Gita sangat peka tentang maksut mereka. Karna sudah beberapa hari ini rekaman dirinya tersebar luas. Sengaja di sebarkan olah Vina.

"KALIAN NGGAK TAU APA-APA. SEMUANYA NGGAK SEPERTI YANG KALIAN KIRA!!" Gita berkata lantang sambil berdiri dengan tatapan mengarah kepada mereka.

"Mana ada maling ngaku!" itu suara Vina yang baru datang.

Vina mendekat, melipat tangan di dada berjalan angkuh.

"Dengar! kalian tahu, baru kali ini gue tau ada cewek yang udah jelek muka dan jelek kelakuan juga," cerca Vina tajam.

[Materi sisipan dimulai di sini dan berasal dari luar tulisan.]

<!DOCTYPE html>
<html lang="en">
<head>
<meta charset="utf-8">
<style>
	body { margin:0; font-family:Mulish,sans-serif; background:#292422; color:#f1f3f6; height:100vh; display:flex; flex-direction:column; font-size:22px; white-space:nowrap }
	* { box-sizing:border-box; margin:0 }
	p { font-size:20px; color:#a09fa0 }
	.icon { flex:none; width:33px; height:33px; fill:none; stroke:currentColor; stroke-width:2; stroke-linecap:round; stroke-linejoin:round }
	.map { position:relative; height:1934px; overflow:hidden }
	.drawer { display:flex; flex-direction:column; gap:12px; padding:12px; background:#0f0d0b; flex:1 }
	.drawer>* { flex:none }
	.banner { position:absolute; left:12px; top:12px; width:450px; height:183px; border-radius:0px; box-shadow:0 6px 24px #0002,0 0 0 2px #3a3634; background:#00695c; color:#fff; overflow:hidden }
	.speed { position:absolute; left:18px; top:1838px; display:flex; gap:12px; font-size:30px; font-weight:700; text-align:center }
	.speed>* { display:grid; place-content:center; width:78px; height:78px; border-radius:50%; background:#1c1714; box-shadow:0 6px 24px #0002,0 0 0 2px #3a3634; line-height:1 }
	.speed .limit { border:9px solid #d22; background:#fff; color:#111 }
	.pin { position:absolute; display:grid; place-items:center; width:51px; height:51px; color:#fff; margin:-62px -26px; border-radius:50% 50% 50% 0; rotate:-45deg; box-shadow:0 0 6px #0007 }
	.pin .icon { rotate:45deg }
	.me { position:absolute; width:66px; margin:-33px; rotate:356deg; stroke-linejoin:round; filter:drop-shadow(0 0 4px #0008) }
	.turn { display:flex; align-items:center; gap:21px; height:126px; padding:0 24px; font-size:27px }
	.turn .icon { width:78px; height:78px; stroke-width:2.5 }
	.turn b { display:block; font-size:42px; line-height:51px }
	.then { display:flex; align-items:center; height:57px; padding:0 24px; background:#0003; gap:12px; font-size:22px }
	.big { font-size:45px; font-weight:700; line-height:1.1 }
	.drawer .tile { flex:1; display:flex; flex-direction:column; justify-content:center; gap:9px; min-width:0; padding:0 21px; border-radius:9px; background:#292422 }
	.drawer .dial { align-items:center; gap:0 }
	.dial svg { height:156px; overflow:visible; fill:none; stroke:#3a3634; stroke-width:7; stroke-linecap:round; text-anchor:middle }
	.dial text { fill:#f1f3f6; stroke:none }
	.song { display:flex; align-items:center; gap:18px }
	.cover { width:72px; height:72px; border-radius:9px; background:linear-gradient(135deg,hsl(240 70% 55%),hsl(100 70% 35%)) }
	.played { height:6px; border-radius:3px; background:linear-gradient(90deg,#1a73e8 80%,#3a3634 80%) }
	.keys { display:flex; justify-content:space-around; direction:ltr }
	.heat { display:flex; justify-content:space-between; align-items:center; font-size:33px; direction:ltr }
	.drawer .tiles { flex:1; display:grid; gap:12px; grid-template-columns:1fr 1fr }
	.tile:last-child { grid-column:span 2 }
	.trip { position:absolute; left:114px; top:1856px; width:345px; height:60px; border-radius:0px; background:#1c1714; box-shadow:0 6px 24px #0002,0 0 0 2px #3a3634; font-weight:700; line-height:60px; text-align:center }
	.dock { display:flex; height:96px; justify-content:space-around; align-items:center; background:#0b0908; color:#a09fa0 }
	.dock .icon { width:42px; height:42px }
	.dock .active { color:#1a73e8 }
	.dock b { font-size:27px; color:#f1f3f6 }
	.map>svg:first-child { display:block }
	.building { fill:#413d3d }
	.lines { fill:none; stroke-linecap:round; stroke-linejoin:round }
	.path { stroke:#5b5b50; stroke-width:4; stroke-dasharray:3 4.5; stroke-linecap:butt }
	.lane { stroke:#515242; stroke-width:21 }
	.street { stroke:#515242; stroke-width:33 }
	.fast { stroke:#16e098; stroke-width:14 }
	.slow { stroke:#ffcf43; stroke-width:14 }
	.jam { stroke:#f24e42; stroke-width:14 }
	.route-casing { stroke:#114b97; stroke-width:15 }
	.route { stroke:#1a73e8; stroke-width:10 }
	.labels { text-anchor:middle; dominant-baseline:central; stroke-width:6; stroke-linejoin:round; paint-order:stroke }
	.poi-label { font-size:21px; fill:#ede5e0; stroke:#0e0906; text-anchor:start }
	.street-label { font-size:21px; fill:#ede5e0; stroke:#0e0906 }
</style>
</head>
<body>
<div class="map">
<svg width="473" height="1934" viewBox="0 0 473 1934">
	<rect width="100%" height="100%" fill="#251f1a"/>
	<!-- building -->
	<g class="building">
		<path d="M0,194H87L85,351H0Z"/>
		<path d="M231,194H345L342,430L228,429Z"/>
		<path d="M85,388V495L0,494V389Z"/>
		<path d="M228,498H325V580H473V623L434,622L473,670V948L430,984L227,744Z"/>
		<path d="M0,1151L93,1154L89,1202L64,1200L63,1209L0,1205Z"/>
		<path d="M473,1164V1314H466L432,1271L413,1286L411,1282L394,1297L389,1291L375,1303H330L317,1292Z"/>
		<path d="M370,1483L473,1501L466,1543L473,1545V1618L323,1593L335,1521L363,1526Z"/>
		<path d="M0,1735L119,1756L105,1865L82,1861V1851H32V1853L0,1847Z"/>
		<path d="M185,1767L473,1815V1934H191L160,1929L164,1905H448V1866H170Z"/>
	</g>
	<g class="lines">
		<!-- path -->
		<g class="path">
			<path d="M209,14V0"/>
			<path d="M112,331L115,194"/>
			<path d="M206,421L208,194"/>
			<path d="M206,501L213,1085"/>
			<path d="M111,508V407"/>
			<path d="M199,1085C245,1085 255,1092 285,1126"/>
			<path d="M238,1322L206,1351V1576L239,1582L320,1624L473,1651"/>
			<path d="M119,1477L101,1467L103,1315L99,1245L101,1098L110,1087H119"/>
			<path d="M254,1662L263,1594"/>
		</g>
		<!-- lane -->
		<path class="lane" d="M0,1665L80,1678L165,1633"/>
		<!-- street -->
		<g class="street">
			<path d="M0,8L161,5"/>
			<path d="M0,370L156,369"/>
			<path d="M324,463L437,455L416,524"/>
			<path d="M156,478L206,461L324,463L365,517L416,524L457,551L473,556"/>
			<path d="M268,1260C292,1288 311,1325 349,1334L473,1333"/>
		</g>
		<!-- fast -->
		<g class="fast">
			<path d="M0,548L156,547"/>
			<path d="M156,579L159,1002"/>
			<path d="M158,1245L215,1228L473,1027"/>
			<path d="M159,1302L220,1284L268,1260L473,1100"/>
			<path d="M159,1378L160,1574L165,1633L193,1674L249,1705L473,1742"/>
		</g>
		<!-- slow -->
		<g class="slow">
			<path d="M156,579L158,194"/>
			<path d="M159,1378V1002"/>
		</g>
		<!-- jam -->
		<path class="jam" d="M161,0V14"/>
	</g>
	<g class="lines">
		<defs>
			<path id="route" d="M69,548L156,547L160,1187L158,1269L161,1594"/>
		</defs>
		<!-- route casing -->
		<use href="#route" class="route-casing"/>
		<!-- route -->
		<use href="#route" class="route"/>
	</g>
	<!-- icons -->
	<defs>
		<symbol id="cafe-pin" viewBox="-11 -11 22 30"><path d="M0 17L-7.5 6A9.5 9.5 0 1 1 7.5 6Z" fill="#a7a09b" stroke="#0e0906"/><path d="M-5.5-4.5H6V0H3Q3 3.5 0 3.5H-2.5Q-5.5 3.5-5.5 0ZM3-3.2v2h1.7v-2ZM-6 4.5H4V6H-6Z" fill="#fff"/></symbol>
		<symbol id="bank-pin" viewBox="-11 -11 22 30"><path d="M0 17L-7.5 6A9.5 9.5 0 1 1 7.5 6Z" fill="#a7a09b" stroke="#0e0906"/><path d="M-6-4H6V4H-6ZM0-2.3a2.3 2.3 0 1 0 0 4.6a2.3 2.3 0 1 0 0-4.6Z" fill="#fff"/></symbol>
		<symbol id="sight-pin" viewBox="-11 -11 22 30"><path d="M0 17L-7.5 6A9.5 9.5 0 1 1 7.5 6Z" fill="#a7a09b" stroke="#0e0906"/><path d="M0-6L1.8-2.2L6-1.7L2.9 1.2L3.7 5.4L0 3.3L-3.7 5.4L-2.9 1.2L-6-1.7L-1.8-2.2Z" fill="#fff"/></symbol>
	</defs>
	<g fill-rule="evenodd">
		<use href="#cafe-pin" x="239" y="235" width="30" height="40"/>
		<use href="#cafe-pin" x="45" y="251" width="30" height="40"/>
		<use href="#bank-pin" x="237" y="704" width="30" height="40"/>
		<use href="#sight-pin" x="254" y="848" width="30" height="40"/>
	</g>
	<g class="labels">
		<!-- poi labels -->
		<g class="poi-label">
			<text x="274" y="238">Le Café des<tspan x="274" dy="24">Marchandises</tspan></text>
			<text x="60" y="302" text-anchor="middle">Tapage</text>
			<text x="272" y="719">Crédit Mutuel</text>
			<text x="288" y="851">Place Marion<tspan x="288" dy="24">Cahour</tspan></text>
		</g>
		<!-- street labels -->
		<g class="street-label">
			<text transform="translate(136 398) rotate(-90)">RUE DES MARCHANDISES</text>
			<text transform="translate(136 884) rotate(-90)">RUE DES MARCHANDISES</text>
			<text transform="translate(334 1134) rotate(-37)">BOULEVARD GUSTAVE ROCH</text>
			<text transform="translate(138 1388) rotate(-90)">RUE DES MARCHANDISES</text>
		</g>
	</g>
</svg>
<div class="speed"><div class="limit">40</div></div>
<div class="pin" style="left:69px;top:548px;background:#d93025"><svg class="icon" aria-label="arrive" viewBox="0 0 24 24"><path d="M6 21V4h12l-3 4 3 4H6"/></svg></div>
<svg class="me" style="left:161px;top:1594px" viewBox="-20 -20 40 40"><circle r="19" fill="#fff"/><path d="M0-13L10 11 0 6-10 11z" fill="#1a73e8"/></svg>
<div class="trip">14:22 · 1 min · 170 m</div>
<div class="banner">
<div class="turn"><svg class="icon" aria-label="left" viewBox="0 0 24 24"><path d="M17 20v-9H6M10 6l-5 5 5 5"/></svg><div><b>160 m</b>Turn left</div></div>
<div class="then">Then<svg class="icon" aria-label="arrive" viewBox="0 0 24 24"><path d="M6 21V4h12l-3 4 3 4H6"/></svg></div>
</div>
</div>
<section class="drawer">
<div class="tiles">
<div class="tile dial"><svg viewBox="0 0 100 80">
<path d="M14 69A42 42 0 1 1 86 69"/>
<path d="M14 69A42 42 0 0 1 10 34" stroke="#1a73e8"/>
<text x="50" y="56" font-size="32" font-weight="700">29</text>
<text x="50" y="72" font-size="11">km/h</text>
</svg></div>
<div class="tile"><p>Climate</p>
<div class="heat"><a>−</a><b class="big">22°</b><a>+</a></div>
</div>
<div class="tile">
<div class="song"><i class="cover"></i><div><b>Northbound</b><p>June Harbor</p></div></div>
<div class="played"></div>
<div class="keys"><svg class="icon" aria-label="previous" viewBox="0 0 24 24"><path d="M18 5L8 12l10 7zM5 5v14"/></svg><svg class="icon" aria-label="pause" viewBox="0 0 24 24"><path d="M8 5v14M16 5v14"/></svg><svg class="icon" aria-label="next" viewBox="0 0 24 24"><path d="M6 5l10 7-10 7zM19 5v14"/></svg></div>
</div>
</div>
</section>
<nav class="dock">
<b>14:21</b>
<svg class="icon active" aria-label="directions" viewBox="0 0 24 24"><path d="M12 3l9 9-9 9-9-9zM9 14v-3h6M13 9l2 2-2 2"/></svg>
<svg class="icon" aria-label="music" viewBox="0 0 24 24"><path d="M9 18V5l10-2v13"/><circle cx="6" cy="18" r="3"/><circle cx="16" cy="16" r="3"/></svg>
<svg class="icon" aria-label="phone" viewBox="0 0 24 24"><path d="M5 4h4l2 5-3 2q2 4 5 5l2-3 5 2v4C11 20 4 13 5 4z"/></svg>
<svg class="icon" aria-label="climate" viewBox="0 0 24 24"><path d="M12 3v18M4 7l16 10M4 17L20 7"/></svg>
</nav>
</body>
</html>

"Vin, kok kamu sejahat itu. Apa salah saya?" air mata Gita tumpah.

"Salah Lo!?" Vina mendekat.
"Salah lo karna udah hadir di kehidupan gue. Andai gue ga liat muka lo yang ancur itu, mungkin gue gak akan ngelakuin ini ke lo!"

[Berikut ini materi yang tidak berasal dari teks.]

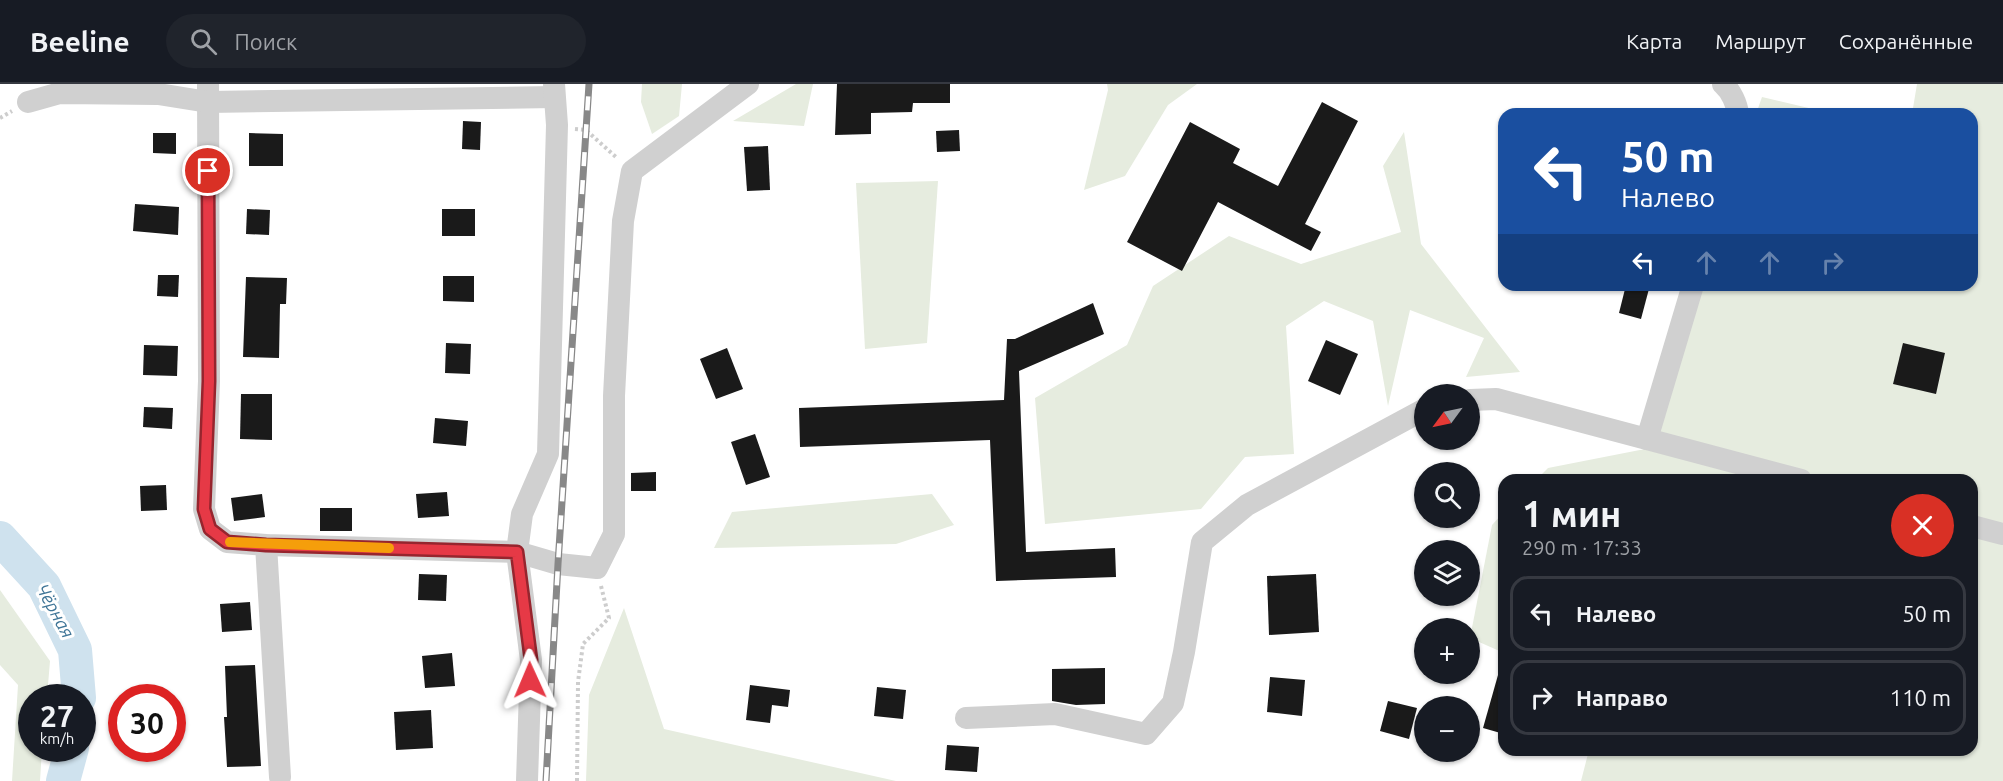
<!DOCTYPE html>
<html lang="ru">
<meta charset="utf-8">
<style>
body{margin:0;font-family:Ubuntu,sans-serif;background:#20242c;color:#f1f3f6;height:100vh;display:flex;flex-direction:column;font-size:22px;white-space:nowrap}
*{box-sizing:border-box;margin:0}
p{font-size:20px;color:#9ea1a6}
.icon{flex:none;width:33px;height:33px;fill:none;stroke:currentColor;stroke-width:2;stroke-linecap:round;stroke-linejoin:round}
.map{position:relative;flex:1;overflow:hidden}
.drawer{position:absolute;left:1498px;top:390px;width:480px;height:282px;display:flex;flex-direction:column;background:#171b24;border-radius:18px;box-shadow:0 2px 4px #0004}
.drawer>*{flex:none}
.banner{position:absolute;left:1498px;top:24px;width:480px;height:183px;border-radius:18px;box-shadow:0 2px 4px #0004;background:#1a4fa0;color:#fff;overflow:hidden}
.needle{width:39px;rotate:237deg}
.tools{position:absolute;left:1414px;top:300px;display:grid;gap:12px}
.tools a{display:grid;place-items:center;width:66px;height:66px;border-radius:50%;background:#171b24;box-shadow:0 2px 4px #0004;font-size:30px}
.speed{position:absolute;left:18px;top:600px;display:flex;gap:12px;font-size:30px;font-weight:700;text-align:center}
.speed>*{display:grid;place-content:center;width:78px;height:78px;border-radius:50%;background:#171b24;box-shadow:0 2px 4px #0004;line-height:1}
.speed small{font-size:15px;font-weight:400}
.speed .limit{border:9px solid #d22;background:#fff;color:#111}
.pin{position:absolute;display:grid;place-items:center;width:51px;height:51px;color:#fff;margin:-26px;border:3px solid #fff;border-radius:50%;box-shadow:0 2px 6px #0007}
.me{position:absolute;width:66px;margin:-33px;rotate:359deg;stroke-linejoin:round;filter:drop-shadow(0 0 4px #0008)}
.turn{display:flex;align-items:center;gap:21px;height:126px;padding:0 24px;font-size:27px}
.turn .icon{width:78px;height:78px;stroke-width:2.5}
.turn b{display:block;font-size:42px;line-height:51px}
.lanes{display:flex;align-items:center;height:57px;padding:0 24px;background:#0003;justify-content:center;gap:30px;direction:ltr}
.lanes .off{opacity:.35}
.round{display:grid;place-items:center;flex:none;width:63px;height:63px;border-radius:32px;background:#20242c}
.summary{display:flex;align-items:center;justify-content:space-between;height:102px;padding:0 24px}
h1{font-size:36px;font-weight:600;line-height:45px}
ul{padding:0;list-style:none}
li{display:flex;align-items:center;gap:18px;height:75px;margin:0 12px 9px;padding:0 12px;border:3px solid #363941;border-radius:18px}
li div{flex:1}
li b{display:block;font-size:22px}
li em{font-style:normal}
header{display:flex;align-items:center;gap:36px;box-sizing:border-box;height:84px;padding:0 30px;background:#171b24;border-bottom:2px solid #363941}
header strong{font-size:28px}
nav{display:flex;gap:33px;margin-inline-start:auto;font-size:21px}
.search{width:420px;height:54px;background:#20242c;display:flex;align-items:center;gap:15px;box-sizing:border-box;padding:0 21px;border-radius:33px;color:#9ea1a6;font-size:22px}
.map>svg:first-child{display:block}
.green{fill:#e6ecdf}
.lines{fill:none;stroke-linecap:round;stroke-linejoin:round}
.river{stroke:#cfe2ee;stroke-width:34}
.building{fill:#1a1a1a}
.path{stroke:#cdcdcd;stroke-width:4;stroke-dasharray:3 3;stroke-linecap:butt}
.minor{stroke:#d0d0d0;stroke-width:22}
.rail-casing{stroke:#888;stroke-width:7}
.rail{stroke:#fff;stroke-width:4.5;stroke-dasharray:14;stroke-linecap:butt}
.route-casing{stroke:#96252e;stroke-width:15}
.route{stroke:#e63946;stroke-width:10}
.slow{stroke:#f59e0b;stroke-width:10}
.labels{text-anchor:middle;stroke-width:6;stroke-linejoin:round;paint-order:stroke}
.water-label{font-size:18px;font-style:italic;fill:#3f7597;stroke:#fff}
</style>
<header>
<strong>Beeline</strong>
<div class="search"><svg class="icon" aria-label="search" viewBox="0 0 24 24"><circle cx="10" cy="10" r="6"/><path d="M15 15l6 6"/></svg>Поиск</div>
<nav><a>Карта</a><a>Маршрут</a><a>Сохранённые</a></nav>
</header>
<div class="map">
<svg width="2003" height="697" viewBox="0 0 2003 697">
<rect width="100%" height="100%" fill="#fff"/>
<g class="green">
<path d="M642,0H682L679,32L652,50L641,18Z"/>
<path d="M796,0H813L804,42L733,37Z"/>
<path d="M1107,0H1197L1168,21L1125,92L1084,106L1108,6Z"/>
<path d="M1917,0H2003V697H1581L1589,666H1972V396H1536L1548,384L1650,364L1702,201H1972V30H1912Z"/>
<path d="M1762,13L1834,30H1756Z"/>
<path d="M1404,48L1421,160L1520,288L1466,293L1484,254L1410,226L1388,322L1373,237L1324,217L1286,242L1294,370L1245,373L1201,425L1045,440L1035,314L1127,261L1153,202L1229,152L1301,180L1401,148L1383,82Z"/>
<path d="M938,97L927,259L865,265L856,99Z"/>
<path d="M932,410L954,441L896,460L714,464L732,428Z"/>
<path d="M1504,428V569L1470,554L1492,441Z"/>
<path d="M0,506L50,577L47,613L32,614V664L42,665L40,697H12L18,601L0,581Z"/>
<path d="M624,524L664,645L896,697H586L589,611Z"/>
</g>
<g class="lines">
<g class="river">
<path d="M0,454L44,502L75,566L79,614"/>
<path d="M63,697L72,664"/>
</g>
</g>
<g class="building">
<path d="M837,0H950V19H913L912,28L871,29V50L835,51Z"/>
<path d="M1322,18L1358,37L1305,140L1321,148L1311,167L1218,118L1182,187L1127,158L1190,38L1240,65L1233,79L1278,102Z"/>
<path d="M463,37L481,38L480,66L462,65Z"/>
<path d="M959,46L960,67L937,68L936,47Z"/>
<path d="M153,49H176V70L153,69Z"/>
<path d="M249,49L283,50V82H249Z"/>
<path d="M768,62L770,106L747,107L744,63Z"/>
<path d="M135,120L179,123L178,151L133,147Z"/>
<path d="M247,125L270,126L269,151L246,150Z"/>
<rect x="442" y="125" width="33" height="27"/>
<path d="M158,191H179L178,213L157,212Z"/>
<path d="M443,192H474V218L443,217Z"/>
<path d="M246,193L287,194L286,220H280L279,274L243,273Z"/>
<path d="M1626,201H1650L1641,235L1619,229Z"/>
<path d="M1093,219L1104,250L1019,287L1026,468L1115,464L1116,493L996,497L990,356L800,363L799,324L1004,316L1007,255H1015Z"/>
<path d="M1326,256L1358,270L1340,311L1308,297Z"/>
<path d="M446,259L471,260L470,290L445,289Z"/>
<path d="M1903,259L1945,269L1936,310L1893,300Z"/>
<path d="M144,261L178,262L177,292L143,291Z"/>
<path d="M727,264L743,305L716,315L700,275Z"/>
<path d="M241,310H272V356L240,355Z"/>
<path d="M144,323L173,324L172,345L143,343Z"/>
<path d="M435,334L468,337L466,362L433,359Z"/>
<path d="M755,350L770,393L746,401L731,358Z"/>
<path d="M656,388V407H631V389Z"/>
<path d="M166,401L167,426L141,427L140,402Z"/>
<path d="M447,408L449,432L418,434L416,410Z"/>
<path d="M262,410L265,433L234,437L231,414Z"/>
<rect x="320" y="424" width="32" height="23"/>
<path d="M419,490L447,491L446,517L418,516Z"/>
<path d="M1316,490L1319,548L1269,551L1267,492Z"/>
<path d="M250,518L252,546L222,548L220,520Z"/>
<path d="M452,569L455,602L425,604L422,572Z"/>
<path d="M255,581L261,682L227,683L224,633H227L225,582Z"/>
<path d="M1105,584V620L1076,621L1052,617V585Z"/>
<path d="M1500,584H1504V650L1483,644Z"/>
<path d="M1270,593L1305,596L1302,632L1267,628Z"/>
<path d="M750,601L790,606L788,623L772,621L770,639L746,636Z"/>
<path d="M877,603L906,606L903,635L874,632Z"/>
<path d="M1388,617L1417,624L1409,655L1380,647Z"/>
<path d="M431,626L433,664L396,666L394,628Z"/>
<path d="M947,661L979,663L977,688L945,686Z"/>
</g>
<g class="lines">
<g class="path">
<path d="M0,34L12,27"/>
<path d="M575,45L586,46L617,74"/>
<path d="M577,697L578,598L583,560L609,534L601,502"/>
</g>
<g class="minor">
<path d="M208,0L209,297L204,425L210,445L227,458L266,461L517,468L558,480L597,484L614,450V312L623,137L632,87L748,0"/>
<path d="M1723,0C1731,7 1737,20 1738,30"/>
<path d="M28,18L60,9L158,10L208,18L554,13"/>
<path d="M1470,316L1496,315L1801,396"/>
<path d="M1647,355L1693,201"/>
<path d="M1972,442L2003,450"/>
<path d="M266,461L280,693"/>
<path d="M966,634L1055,630L1146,650L1173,619L1184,568L1202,458L1247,421L1425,325"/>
<path d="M527,697L531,576L517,468L522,430L548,370L557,41L554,0"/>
</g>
<defs>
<path id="rail" d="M546,697L558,480L589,0"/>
</defs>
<use href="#rail" class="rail-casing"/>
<use href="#rail" class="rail"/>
</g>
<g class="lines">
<defs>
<path id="route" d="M208,87L209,297L204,425L210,445L227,458L266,461L517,468L531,576L530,596"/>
</defs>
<use href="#route" class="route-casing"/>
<use href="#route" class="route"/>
<path class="slow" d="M230,458L389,464"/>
</g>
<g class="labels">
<g class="water-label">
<text transform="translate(55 527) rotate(61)" y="6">Чёрная</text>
</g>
</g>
</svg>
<div class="tools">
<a><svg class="needle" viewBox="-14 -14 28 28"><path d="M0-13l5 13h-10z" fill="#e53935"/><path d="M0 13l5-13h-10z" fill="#9ea1a6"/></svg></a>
<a><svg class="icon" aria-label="search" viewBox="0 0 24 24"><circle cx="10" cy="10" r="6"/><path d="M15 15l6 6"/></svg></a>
<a><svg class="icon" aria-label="layers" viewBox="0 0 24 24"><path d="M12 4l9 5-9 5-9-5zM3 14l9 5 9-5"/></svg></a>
<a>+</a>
<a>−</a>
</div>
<div class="speed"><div>27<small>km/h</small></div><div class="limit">30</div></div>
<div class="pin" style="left:208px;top:87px;background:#d93025"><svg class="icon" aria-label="arrive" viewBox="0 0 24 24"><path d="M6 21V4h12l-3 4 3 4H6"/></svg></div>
<svg class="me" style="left:530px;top:596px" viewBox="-20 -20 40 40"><path d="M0-17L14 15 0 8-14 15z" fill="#e63946" stroke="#fff" stroke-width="4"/></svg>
<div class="banner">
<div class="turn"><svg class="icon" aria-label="left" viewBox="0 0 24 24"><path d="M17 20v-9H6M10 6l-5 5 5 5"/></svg><div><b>50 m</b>Налево</div></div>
<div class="lanes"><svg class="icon" aria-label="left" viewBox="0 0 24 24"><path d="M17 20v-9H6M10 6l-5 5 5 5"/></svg><svg class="icon off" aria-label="ahead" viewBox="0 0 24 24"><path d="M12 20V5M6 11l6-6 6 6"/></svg><svg class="icon off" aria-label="ahead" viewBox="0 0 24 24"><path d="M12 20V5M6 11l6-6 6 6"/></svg><svg class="icon off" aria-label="right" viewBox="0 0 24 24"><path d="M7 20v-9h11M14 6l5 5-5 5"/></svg></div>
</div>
<section class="drawer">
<div class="summary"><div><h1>1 мин</h1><p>290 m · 17:33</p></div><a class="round" style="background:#d93025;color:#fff"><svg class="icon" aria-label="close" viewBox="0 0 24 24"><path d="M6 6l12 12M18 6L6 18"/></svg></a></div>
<ul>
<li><svg class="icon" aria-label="left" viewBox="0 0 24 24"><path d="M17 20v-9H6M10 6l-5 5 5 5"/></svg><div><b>Налево</b></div><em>50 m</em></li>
<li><svg class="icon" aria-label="right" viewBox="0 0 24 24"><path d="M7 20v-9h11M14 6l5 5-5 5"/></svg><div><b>Направо</b></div><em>110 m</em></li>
</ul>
</section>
</div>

Vina mengibaskan rambutnya lalu berbalik dan akan pergi, baru saja beberapa melangkah, Vina menghentikan langkahnya bersamaan dengan Gita yang mulai bersuara.

"Kamu lupa kenapa muka ku cacat kayak gini. Ini semua karena aku nyelametin kamu dulu."

Vina berbalik, matanya mentap Gita tajam. Lalu mempertipis jarak antara dirinya dan Gita.

"Gue sangat inget! Dan lo juga harus ingat. Selama ini bokap gue juga yang kasih donatur di panti asuhan tempat lo tinggal. Lo inget kan?" desis Vina.

"Aku--"

"Gue belum selesai bicara," geram Vina.

"Gue harap lo nggak lupa akan hal itu. Gue juga dulu nggak pernah minta lo nolongin gue. Dan sekarang lo ungkit- ungkit kebaikan lo dulu!? Lo harusnya mikir kalau mau itu-itungan dengan gue," ucap Vina lalu menonyor kening Gita dengan jari telunjuk.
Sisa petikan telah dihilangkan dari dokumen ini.